Listbox Pattern

About This Pattern

A listbox widget presents a list of options and allows a user to select one or more of them. A listbox that allows a single option to be chosen is a single-select listbox; one that allows multiple options to be selected is a multi-select listbox.

When screen readers present a listbox, they may render the name, state, and position of each option in the list. The name of an option is a string calculated by the browser, typically from the content of the option element. As a flat string, the name does not contain any semantic information. Thus, if an option contains a semantic element, such as a heading, screen reader users will not have access to the semantics. In addition, the interaction model conveyed by the listbox role to assistive technologies does not support interacting with elements inside of an option. Because of these traits of the listbox widget, it does not provide an accessible way to present a list of interactive elements, such as links, buttons, or checkboxes. To present a list of interactive elements, see the Grid Pattern.

Avoiding very long option names facilitates understandability and perceivability for screen reader users. The entire name of an option is spoken as a single unit of speech when the option is read. When too much information is spoken as the result of a single key press, it is difficult to understand. Long names inhibit perception by increasing the impact of interrupted speech because users typically have to re-read the entire option. And, if the user does not understand what is spoken, reading the name by character, word, or phrase may be a difficult operation for many screen reader users in the context of a listbox widget.
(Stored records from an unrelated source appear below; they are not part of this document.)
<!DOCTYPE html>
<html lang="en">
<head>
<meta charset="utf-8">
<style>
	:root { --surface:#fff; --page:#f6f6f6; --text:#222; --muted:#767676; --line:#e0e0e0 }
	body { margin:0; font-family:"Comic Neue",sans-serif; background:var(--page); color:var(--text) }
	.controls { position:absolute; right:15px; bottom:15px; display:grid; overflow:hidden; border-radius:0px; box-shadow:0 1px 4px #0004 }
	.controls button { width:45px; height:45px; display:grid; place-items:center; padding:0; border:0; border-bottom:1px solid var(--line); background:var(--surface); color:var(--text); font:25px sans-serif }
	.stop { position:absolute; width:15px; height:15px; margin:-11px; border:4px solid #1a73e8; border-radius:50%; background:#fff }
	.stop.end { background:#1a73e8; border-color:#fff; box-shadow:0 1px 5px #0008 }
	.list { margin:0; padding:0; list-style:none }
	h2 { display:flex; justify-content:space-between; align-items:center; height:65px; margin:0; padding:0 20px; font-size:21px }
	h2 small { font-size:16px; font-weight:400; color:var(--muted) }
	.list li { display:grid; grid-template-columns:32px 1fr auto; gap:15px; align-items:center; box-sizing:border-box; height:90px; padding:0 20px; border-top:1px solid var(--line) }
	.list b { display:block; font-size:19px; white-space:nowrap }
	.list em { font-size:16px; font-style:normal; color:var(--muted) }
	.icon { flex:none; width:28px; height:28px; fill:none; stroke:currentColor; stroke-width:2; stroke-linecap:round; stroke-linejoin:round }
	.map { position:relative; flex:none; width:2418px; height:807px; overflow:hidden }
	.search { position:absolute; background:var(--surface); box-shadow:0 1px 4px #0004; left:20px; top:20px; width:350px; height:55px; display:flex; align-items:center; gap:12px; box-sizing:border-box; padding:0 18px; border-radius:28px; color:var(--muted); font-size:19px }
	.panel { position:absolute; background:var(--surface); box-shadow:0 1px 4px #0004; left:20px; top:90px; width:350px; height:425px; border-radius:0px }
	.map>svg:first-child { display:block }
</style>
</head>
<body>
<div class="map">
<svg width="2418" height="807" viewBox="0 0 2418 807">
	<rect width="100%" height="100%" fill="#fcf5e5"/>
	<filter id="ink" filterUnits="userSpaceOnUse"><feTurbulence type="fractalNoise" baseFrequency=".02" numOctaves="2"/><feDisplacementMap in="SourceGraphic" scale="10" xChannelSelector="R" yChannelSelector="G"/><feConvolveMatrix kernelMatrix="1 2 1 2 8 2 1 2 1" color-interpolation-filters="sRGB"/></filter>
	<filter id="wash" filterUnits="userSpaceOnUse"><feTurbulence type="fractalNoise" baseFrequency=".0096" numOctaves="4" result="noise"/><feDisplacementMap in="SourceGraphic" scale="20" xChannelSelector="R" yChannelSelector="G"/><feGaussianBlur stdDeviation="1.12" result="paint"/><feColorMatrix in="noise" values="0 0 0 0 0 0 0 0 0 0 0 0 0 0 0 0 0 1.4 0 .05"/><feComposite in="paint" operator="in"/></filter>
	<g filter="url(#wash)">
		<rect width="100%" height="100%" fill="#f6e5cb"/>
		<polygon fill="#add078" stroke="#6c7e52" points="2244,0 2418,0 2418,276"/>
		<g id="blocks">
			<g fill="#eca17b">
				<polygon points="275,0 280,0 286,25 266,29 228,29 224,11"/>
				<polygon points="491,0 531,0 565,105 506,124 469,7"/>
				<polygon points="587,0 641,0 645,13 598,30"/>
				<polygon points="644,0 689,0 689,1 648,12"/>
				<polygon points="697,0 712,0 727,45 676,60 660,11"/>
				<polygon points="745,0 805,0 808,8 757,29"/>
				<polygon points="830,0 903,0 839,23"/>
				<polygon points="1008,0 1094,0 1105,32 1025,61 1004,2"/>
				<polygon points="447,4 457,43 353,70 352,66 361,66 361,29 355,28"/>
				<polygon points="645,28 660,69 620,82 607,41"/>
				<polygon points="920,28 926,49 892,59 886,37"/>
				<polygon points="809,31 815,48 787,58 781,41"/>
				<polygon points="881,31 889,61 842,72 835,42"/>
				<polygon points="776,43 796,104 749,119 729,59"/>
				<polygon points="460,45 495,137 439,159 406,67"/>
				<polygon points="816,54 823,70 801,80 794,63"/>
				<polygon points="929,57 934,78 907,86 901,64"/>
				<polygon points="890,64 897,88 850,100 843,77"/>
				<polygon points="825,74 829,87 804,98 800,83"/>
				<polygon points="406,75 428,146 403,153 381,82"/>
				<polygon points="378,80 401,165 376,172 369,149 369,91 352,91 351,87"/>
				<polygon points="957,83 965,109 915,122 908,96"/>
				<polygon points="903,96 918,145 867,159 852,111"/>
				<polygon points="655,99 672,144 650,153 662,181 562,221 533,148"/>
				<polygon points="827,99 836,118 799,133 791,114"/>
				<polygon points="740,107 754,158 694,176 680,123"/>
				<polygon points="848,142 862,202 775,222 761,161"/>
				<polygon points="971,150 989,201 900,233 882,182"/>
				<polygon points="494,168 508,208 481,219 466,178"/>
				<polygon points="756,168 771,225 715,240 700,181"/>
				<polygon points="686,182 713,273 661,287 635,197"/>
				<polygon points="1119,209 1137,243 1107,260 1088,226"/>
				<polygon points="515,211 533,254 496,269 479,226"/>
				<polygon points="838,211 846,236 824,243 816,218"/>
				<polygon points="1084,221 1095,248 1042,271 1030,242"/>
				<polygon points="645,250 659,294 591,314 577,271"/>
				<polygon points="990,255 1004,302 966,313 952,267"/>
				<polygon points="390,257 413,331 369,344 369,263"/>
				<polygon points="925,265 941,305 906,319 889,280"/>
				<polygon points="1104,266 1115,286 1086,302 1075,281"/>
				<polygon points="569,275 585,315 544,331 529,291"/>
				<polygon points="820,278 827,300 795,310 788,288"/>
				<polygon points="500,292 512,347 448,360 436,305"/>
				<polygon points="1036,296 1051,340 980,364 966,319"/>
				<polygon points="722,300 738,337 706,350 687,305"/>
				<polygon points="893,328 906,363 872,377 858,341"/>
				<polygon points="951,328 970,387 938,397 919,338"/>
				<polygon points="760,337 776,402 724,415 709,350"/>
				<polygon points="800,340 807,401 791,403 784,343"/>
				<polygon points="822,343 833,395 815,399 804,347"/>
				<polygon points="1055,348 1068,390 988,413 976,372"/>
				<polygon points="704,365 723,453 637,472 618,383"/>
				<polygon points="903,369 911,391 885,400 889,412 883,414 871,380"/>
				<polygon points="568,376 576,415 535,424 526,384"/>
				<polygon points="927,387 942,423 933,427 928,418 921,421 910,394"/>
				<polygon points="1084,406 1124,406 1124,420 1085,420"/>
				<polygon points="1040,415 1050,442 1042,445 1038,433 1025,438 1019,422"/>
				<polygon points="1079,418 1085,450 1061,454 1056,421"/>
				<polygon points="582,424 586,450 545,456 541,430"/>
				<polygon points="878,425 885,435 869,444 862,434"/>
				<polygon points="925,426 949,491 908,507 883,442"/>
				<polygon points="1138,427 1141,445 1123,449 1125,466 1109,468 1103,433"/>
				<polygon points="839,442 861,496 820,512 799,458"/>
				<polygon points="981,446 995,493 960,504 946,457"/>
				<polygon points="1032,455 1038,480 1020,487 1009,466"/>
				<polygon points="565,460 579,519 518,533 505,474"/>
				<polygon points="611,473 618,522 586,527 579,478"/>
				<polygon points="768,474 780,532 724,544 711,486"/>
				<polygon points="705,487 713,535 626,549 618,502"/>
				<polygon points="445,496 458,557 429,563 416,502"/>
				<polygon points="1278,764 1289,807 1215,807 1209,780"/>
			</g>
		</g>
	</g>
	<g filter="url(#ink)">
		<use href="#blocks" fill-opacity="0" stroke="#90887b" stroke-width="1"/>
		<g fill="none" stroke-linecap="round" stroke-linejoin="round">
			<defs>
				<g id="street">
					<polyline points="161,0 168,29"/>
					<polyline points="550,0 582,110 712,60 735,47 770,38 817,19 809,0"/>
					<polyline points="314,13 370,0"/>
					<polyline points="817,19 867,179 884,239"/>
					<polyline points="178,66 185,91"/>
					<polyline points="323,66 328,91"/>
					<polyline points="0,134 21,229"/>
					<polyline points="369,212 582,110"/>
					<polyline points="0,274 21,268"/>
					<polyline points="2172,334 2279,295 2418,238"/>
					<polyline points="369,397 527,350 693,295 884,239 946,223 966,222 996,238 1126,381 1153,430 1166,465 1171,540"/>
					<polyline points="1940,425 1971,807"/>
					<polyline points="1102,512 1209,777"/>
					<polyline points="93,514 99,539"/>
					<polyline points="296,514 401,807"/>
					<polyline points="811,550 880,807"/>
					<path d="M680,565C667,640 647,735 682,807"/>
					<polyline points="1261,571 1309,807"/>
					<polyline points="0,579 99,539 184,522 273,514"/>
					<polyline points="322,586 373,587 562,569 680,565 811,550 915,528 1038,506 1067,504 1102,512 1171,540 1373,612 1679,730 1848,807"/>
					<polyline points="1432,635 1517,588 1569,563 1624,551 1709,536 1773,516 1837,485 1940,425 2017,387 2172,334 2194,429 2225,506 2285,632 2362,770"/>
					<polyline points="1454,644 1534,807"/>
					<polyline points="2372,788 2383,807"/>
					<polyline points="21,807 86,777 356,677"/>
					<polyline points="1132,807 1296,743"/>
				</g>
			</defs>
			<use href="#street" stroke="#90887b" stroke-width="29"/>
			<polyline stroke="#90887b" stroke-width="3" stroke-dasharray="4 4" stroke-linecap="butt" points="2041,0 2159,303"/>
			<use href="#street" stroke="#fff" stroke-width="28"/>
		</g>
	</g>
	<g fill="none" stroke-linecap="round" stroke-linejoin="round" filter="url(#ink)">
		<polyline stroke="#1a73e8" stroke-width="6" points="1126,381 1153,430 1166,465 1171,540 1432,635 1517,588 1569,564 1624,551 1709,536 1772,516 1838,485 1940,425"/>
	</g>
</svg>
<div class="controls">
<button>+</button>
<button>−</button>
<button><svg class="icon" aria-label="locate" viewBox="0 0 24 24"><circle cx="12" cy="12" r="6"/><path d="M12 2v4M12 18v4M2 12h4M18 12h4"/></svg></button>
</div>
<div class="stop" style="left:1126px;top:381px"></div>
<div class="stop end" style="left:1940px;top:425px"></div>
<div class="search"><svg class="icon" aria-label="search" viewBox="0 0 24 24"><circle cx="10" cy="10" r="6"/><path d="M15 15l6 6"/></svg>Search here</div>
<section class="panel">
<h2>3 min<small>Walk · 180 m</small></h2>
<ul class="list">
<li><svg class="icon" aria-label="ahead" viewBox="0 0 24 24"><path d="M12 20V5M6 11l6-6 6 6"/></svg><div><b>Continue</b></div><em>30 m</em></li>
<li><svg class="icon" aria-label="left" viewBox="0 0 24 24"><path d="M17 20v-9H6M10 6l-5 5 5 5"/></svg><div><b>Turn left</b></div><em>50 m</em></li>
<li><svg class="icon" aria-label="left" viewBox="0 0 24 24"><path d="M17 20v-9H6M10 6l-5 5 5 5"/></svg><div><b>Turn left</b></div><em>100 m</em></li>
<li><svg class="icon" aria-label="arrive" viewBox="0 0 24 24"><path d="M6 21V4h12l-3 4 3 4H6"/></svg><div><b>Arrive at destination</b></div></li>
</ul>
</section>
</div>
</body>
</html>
Sets of options where each option name starts with the same word or phrase can also significantly degrade usability for keyboard and screen reader users. Scrolling through the list to find a specific option becomes inordinately time consuming for a screen reader user who must listen to that word or phrase repeated before hearing what is unique about each option. For example, if a listbox for choosing a city were to contain options where each city name were preceded by a country name, and if many cities were listed for each country, a screen reader user would have to listen to the country name before hearing each city name. In such a scenario, it would be better to have 2 list boxes, one for country and one for city.

Examples

Keyboard Interaction

For a vertically oriented listbox:

Note

  1. DOM focus (the active element) is functionally distinct from the selected state. For more details, see this description of differences between focus and selection.
  2. The listbox role supports the aria-activedescendant property, which provides an alternative to moving DOM focus among option elements when implementing keyboard navigation. For details, see Managing Focus in Composites Using aria-activedescendant.
  3. In a single-select listbox, moving focus may optionally unselect the previously selected option and select the newly focused option. This model of selection is known as "selection follows focus". Having selection follow focus can be very helpful in some circumstances and can severely degrade accessibility in others. For additional guidance, see Deciding When to Make Selection Automatically Follow Focus.
  4. If selecting or unselecting all options is an important function, implementing separate controls for these actions, such as buttons for "Select All" and "Unselect All", significantly improves accessibility.
  5. If the options in a listbox are arranged horizontally:
    1. Down Arrow performs as Right Arrow is described above, and vice versa.
    2. Up Arrow performs as Left Arrow is described above, and vice versa.

WAI-ARIA Roles, States, and Properties

Note

  1. Some factors to consider when choosing whether to indicate selection with aria-selected or aria-checked are:
    • Some design systems use aria-selected for single-select widgets and aria-checked for multi-select widgets. In the absence of factors that would make an alternative convention more appropriate, this is a recommended convention.
    • The language of instructions and the appearance of the interface might suggest one attribute is more appropriate than the other. For instance, do instructions say to select items? Or, is the visual indicator of selection a check mark?
    • It is important to adopt a consistent convention for selection models across a site or app.
  2. Conditions that would permit a listbox to include both aria-selected and aria-checked are extremely rare. It is strongly recommended to avoid designing a listbox widget that would have the need for more than one type of state. If both states were to be used within a listbox, all the following conditions need to be satisfied:
    • The meaning and purpose of aria-selected is different from the meaning and purpose of aria-checked in the user interface.
    • The user interface makes the meaning and purpose of each state apparent.
    • The user interface provides a separate method for controlling each state.
  3. If aria-owns is set on the listbox element to include elements that are not DOM children of the container, those elements will appear in the reading order in the sequence they are referenced and after any items that are DOM children. Scripts that manage focus need to ensure the visual focus order matches this assistive technology reading order.